Varanasi, September 5 (IANS): IIT-BHU has carried out research on the removal of copper, nickel and zinc from contaminated water using fired and unfired balls.
The research presents a comparative study between fired and unfired beads to remove copper, nickel and zinc ions from the aqueous phase.
This study revealed that fired and unfired beads can be reused for four adsorption-desorption cycles.
The comparison of the adsorption capacities revealed that the unfired beads removed copper, nickel and zinc ions better than the fired beads.
Assistant Professor Dr. Vishal Mishra, Principal Investigator from the School of Biochemical Engineering provided insight into this research stating that machine learning algorithms were used to identify the scaling criterion and the reactor configuration for bead reactors.
Heavy metals are non-biodegradable, harmful and persistent pollutants in the environment. The presence of toxic heavy metals like copper, zinc and nickel in wastewater requires their removal.
Zinc is the 23rd most abundant element in the earth’s crust and its concentration in wastewater continues to increase. Zinc contamination occurs in water from plating and mining operations, fertilizer and fiber mills, and paper mills.
Natural and artificial contamination of copper in water is documented. It is toxic to aquatic animals even in small amounts.
An overdose of copper causes convulsions, cramps, vomiting and even death. Forging, mineral processing, steam power plants and paint formulation all use nickel.
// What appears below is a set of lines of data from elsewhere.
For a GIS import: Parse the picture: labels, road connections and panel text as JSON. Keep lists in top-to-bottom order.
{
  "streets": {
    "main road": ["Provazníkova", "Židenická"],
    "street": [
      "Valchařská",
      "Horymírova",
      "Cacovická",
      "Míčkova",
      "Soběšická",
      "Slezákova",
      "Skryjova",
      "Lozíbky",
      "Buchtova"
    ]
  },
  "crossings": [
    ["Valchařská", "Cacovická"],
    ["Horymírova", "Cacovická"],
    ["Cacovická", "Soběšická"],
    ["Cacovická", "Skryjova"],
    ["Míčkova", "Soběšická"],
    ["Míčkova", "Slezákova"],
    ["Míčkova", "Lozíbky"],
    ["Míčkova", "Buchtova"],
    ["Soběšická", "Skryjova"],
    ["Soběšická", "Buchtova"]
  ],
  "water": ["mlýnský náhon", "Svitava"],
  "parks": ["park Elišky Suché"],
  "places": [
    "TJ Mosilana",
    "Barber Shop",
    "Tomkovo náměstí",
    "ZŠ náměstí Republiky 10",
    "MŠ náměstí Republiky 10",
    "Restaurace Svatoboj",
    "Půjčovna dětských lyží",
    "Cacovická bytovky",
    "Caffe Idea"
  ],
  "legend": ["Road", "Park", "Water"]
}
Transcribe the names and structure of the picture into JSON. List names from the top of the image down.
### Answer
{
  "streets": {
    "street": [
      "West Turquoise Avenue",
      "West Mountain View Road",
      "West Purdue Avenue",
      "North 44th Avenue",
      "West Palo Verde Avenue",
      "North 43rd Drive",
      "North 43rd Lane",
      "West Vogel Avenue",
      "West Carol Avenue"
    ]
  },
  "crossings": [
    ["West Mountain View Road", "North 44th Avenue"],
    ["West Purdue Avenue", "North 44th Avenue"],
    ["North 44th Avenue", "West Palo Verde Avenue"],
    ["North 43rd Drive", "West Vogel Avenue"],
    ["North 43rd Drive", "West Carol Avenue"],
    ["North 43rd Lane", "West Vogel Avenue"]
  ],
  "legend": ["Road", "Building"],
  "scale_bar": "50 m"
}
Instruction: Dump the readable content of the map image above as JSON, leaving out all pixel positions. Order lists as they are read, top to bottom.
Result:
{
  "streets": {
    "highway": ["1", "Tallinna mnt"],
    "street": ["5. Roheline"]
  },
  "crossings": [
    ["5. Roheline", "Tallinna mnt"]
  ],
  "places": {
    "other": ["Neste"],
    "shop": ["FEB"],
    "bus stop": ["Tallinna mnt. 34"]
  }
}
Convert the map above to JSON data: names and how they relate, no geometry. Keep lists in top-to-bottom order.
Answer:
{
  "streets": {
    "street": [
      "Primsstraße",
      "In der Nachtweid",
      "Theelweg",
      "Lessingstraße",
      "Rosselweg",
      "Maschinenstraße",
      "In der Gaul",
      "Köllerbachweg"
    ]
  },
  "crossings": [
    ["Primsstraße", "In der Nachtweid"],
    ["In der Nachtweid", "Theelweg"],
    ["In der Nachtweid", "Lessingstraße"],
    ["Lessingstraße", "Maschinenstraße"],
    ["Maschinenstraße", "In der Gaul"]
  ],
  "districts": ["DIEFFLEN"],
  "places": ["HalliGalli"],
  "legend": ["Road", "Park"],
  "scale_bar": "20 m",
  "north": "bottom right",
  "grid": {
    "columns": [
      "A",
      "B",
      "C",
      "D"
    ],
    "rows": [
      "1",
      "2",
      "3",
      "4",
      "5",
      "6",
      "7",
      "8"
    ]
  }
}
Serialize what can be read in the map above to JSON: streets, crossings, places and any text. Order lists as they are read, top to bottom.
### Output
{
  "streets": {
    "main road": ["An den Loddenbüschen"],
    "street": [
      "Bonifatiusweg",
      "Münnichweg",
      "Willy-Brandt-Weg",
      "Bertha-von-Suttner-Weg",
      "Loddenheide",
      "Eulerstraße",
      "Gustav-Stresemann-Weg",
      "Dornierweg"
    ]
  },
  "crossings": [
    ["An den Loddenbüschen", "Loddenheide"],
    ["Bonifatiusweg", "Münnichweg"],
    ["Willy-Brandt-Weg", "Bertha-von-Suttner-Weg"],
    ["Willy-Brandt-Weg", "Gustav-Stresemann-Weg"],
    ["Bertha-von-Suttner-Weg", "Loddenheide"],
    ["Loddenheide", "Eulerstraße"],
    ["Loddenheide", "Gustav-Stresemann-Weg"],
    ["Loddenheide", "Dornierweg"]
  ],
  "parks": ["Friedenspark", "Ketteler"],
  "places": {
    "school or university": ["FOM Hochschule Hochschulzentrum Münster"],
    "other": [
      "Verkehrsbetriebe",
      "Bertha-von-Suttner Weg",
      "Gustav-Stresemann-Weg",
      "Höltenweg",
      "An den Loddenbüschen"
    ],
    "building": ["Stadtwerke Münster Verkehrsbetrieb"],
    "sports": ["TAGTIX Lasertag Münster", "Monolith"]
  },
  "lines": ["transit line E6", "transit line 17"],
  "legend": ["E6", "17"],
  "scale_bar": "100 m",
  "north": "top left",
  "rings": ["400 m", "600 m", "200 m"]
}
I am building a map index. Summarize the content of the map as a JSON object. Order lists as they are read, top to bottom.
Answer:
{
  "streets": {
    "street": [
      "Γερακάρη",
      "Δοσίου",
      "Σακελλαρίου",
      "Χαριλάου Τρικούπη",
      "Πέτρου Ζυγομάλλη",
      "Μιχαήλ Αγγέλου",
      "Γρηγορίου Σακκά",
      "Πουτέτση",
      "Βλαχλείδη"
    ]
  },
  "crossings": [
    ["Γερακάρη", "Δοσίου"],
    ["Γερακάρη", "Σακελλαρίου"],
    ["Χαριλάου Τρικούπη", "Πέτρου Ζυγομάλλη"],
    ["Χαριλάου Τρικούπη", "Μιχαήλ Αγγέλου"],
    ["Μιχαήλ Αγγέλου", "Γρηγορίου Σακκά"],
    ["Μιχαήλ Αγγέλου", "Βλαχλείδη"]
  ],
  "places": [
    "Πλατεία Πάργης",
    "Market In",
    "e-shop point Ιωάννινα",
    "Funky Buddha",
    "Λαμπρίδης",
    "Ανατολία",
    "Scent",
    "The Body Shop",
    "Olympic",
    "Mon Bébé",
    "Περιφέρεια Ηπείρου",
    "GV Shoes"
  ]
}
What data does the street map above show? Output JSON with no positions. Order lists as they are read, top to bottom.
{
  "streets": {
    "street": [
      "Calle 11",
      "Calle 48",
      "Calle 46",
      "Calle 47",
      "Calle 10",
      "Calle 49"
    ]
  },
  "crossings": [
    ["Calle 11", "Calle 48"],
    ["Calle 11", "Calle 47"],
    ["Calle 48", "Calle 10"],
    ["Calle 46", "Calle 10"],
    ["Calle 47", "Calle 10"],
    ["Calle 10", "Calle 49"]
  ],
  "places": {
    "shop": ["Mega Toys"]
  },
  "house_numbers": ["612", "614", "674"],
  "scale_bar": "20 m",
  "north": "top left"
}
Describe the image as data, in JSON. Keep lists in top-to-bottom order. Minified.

Discharges from these industries are a major source of nickel pollution. Overexposure to nickel inhibits oxidative enzyme activity, damages the lungs, kidneys, causes dermatitis, and causes gastrointestinal disturbances.
He said drinking water containing 1.3 mg/L copper, 0.1 mg/L nickel and 5 mg/L zinc is allowed by international standards.
Recent research on metal ion adsorption prediction has focused on machine learning and artificial intelligence. This reduces the number of experiments, time and complexity involved in estimating adsorption capacity. It also saves time and resources. Decision trees and random forest are two machine learning models used here.
Current research advances our understanding of metal ion adsorption on new beads and will contribute to future applications through the accumulation of reliable data in the scientific literature.
This research is published in the Journal of Environmental Chemical Engineering, published by Taylor and Francis online.